▸ **TASK**: Find each line of the entries with the string "head", please, and copy it.
++++
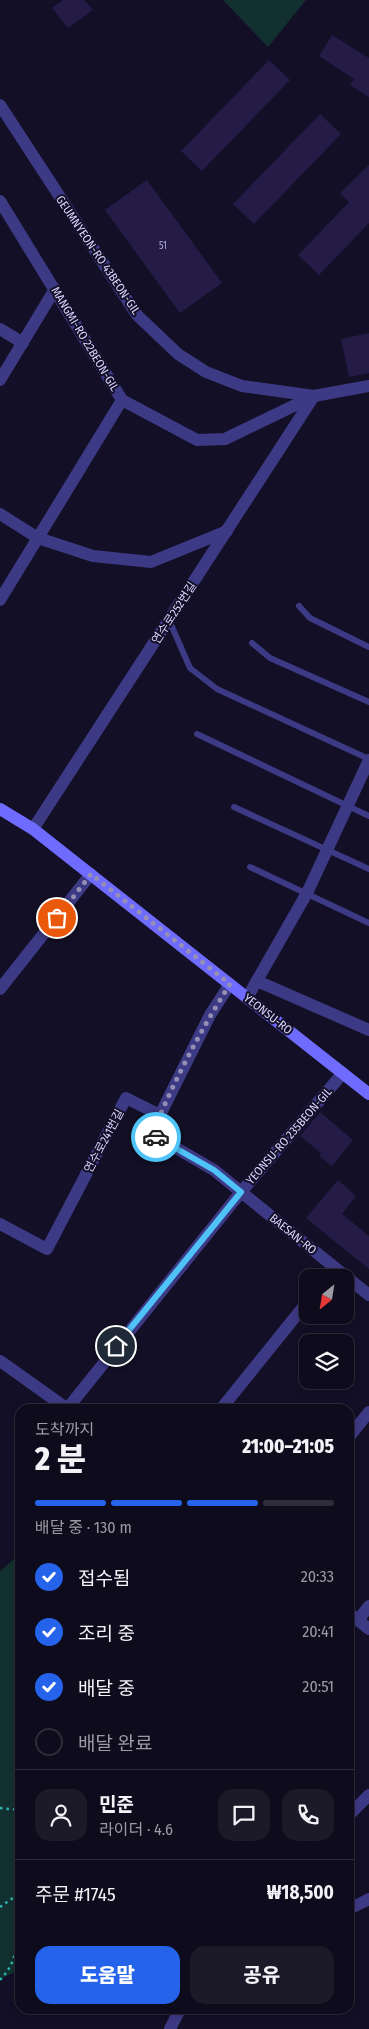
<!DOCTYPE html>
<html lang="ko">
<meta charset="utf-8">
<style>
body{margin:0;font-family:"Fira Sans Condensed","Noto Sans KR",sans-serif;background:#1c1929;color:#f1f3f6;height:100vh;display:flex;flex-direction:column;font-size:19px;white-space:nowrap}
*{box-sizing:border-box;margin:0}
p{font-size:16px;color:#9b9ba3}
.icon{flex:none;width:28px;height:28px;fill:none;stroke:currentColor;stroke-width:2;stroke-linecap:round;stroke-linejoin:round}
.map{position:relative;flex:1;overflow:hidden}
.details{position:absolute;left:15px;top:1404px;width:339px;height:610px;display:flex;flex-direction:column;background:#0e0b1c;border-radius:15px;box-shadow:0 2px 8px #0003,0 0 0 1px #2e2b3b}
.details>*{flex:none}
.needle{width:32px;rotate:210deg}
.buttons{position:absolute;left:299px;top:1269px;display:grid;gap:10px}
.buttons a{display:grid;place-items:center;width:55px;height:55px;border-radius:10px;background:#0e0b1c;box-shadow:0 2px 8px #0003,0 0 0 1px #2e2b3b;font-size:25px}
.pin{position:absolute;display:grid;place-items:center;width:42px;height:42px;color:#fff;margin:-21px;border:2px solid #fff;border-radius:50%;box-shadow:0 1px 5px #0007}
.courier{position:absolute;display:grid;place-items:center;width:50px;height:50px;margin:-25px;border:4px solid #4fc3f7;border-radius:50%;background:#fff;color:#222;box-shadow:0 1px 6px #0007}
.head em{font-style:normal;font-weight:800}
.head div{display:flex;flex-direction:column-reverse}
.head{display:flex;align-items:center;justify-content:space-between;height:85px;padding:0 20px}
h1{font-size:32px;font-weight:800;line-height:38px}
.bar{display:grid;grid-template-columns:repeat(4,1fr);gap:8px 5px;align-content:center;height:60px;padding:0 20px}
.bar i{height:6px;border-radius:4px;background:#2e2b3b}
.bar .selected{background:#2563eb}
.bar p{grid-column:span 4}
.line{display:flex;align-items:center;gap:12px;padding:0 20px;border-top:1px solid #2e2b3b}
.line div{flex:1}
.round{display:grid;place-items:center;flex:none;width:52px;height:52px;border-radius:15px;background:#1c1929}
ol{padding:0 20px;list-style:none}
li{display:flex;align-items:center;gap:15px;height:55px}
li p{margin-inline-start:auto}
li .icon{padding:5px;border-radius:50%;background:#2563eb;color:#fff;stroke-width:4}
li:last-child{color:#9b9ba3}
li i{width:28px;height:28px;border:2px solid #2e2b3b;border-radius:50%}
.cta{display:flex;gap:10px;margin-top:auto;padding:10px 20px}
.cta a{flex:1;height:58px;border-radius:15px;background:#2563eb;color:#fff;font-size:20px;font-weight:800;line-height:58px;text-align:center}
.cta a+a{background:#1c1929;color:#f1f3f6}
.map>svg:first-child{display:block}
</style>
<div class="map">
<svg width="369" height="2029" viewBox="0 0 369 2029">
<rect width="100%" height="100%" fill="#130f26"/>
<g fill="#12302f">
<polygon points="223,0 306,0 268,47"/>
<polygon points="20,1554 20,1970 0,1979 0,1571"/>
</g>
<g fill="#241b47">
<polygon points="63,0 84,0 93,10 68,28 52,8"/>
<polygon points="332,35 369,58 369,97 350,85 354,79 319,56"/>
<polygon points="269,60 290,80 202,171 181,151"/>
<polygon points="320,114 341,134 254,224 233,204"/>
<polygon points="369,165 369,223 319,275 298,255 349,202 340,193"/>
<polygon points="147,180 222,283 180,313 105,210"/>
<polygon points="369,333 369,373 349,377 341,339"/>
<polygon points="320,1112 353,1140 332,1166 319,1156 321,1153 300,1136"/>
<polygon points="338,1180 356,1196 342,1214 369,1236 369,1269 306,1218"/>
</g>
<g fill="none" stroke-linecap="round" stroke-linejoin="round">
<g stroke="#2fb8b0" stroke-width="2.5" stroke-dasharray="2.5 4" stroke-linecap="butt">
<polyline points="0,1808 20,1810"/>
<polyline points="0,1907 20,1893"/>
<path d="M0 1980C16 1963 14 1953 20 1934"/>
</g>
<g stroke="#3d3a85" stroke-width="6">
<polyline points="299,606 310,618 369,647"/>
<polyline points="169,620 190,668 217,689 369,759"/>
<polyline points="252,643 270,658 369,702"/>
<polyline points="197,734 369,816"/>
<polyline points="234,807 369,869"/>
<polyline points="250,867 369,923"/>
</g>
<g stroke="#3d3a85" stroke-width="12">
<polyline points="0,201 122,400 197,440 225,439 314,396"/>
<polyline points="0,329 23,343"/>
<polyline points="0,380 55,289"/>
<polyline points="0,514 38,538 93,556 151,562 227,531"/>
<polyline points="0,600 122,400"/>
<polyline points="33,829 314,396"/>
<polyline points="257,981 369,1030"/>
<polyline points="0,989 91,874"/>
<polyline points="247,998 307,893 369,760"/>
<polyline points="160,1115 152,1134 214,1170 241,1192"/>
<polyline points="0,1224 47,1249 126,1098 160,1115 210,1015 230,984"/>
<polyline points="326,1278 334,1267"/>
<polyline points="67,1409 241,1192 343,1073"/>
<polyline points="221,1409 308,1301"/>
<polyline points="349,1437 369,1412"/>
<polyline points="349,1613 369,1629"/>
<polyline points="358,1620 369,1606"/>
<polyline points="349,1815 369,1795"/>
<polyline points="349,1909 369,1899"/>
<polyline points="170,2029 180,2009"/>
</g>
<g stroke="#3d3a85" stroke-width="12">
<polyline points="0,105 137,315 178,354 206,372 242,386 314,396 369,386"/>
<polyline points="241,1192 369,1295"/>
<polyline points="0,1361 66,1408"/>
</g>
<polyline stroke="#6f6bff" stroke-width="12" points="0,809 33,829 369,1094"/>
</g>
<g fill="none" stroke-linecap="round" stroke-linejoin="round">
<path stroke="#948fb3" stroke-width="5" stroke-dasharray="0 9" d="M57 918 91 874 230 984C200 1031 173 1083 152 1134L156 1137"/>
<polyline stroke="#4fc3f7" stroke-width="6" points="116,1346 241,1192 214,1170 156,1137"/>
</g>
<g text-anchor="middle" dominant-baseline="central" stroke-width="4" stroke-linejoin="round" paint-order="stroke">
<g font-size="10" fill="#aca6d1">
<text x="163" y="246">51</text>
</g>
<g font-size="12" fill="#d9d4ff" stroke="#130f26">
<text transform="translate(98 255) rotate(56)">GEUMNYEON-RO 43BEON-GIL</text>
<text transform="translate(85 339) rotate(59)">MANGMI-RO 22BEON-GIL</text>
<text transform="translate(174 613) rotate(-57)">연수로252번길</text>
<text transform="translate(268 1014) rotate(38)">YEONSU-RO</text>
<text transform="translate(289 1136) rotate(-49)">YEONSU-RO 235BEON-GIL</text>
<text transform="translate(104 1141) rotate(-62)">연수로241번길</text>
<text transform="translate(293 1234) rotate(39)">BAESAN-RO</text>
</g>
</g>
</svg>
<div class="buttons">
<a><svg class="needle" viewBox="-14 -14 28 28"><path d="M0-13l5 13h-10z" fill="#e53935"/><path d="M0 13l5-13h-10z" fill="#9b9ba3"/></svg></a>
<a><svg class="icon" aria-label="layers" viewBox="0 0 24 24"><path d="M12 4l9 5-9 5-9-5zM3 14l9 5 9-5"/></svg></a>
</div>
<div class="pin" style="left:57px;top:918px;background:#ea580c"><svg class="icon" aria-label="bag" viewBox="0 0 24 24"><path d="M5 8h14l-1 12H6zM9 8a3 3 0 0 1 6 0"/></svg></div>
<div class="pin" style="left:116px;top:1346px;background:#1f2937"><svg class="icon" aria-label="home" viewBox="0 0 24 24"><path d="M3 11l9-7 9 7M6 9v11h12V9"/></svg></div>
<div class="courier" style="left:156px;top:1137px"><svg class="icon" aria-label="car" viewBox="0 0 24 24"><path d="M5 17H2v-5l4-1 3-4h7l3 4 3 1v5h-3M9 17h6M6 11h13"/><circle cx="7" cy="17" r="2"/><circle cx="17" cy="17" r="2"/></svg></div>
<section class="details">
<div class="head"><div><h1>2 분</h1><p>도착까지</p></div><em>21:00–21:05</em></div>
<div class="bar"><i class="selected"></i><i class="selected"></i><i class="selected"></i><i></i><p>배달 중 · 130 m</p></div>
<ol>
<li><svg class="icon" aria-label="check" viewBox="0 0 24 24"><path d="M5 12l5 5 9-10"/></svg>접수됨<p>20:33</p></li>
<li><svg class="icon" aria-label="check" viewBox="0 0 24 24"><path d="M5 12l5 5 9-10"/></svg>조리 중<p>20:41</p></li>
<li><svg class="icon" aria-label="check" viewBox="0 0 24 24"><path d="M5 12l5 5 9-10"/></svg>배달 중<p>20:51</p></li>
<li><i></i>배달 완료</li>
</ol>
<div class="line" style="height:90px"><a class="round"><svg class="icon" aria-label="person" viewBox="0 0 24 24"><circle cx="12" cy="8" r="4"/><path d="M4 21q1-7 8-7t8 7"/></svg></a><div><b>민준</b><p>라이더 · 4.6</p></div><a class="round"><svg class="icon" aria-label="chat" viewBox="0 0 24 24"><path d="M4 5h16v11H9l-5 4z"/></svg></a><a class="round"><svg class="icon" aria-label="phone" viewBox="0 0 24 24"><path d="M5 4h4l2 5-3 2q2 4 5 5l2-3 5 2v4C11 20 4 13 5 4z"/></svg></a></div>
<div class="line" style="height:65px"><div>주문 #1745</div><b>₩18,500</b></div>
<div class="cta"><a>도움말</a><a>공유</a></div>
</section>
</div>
++++
▸ **RESPONSE AREA**:
.head em{font-style:normal;font-weight:800}
.head div{display:flex;flex-direction:column-reverse}
.head{display:flex;align-items:center;justify-content:space-between;height:85px;padding:0 20px}
<div class="head"><div><h1>2 분</h1><p>도착까지</p></div><em>21:00–21:05</em></div>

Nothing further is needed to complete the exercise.